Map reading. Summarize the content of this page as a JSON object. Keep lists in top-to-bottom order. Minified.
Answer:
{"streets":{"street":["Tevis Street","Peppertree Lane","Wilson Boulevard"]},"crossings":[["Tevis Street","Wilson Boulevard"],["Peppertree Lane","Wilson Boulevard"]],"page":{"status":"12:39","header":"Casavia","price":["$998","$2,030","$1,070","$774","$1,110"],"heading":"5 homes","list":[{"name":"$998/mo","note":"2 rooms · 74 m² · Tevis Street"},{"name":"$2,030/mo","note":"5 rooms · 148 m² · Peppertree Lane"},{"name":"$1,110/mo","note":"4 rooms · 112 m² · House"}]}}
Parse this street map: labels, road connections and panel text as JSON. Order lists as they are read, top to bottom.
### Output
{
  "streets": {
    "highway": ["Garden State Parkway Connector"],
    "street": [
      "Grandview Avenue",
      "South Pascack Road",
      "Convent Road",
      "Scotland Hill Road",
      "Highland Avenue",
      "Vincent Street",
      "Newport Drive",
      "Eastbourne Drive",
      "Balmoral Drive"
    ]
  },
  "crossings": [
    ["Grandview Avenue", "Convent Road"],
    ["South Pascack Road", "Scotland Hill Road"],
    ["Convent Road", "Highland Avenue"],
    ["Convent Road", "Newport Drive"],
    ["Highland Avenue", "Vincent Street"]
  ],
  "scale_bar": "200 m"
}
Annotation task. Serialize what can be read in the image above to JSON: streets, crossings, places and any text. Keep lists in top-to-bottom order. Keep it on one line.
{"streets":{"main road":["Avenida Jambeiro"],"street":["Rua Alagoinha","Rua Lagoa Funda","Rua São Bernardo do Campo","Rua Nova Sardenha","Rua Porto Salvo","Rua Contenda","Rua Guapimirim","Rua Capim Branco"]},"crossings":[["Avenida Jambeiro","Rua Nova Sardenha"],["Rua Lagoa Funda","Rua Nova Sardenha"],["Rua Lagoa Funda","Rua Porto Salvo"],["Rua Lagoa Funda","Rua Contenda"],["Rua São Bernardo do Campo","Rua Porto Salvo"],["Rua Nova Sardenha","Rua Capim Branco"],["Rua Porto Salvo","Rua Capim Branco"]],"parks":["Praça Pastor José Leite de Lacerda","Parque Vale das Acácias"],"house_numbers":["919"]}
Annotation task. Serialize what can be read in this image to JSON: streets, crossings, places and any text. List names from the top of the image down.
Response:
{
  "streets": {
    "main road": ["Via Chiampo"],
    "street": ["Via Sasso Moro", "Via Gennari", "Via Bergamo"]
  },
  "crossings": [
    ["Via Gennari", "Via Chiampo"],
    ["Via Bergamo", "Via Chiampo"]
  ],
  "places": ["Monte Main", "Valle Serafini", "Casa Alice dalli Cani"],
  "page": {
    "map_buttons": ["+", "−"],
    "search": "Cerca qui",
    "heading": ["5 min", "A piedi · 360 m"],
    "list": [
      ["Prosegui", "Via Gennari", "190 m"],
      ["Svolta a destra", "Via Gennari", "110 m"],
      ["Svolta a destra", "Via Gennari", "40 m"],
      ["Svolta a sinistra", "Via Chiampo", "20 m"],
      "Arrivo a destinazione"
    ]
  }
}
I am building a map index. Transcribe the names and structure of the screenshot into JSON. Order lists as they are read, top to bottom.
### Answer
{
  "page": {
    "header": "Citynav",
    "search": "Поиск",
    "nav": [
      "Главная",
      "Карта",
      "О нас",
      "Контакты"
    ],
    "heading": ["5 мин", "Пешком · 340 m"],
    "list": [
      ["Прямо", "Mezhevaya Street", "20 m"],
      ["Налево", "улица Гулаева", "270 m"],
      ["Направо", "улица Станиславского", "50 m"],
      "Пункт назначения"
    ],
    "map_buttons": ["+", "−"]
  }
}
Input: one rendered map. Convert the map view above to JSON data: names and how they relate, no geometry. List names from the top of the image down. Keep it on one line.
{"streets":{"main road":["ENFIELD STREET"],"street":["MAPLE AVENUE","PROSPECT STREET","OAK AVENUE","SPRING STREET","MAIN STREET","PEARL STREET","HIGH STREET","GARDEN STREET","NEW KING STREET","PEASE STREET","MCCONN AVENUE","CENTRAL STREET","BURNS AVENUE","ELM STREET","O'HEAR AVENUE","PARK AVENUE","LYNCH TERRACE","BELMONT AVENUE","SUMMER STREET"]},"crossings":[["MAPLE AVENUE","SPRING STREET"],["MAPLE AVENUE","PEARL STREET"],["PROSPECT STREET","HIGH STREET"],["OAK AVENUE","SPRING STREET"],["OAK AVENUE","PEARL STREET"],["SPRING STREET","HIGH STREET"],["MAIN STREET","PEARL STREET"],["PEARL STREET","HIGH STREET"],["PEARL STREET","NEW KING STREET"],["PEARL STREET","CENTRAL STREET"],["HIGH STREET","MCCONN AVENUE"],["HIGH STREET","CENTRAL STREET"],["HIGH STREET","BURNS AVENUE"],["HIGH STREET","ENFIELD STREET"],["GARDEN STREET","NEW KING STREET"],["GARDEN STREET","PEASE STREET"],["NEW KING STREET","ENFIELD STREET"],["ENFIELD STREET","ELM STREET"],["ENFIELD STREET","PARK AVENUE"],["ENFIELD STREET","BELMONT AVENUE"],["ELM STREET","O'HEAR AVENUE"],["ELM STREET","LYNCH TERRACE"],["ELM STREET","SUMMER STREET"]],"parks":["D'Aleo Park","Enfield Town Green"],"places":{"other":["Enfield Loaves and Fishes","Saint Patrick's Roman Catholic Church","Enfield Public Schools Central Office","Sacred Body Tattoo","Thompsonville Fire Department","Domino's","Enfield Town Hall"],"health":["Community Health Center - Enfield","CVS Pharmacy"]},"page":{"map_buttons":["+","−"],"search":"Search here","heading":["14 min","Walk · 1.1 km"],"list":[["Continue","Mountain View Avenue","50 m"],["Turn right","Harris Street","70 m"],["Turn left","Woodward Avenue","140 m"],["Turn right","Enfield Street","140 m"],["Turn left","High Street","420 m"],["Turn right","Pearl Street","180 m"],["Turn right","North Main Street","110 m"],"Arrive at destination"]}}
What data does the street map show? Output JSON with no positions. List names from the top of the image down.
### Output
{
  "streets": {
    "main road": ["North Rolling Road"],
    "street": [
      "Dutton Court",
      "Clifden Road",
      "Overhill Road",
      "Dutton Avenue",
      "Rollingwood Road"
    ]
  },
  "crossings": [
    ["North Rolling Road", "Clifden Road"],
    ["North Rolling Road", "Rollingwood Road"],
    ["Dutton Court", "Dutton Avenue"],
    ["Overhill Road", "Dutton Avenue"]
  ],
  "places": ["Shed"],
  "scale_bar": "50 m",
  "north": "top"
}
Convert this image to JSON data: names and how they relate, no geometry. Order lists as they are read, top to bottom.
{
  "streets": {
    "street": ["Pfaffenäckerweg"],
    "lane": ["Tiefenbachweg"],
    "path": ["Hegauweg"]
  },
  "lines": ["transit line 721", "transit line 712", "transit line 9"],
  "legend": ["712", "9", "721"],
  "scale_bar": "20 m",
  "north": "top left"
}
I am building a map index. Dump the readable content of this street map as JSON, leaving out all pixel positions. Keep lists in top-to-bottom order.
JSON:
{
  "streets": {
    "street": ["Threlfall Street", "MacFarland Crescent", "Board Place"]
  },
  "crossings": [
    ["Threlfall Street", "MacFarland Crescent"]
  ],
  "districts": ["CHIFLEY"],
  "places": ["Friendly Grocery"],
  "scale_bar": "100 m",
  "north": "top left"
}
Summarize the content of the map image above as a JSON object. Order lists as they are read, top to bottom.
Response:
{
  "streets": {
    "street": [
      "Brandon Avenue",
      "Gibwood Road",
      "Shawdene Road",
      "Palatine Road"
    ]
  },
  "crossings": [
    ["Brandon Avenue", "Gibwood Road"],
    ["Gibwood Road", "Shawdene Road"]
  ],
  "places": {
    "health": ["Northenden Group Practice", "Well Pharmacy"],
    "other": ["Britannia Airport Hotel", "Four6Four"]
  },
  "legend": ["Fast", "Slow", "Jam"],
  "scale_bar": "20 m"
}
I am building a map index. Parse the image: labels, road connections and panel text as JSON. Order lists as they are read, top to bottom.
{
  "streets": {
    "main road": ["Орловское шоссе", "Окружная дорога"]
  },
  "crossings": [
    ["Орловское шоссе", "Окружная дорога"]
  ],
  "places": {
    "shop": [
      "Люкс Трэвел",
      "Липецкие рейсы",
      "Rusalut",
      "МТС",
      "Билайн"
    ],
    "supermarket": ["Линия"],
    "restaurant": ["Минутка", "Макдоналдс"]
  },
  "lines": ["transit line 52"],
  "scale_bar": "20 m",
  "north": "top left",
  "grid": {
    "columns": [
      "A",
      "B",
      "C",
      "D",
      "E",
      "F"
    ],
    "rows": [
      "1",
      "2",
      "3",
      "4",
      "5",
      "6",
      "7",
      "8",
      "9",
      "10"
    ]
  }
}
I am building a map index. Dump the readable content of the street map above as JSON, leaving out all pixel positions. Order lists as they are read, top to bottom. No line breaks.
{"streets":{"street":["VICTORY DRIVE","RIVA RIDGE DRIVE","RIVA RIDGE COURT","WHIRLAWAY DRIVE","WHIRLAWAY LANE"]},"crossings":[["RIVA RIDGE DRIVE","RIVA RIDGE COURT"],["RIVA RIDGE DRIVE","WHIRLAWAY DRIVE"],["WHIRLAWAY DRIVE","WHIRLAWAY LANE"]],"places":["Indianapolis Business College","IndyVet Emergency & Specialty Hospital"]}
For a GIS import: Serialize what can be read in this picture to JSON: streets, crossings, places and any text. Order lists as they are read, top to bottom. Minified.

_ACTIVITY_. Gather, from the listing above, every line carrying the word "object".

_FINISHED TASK_.
Map reading. Summarize the content of this page as a JSON object. Keep lists in top-to-bottom order. Minified.
Summarize the content of the map image above as a JSON object. Order lists as they are read, top to bottom.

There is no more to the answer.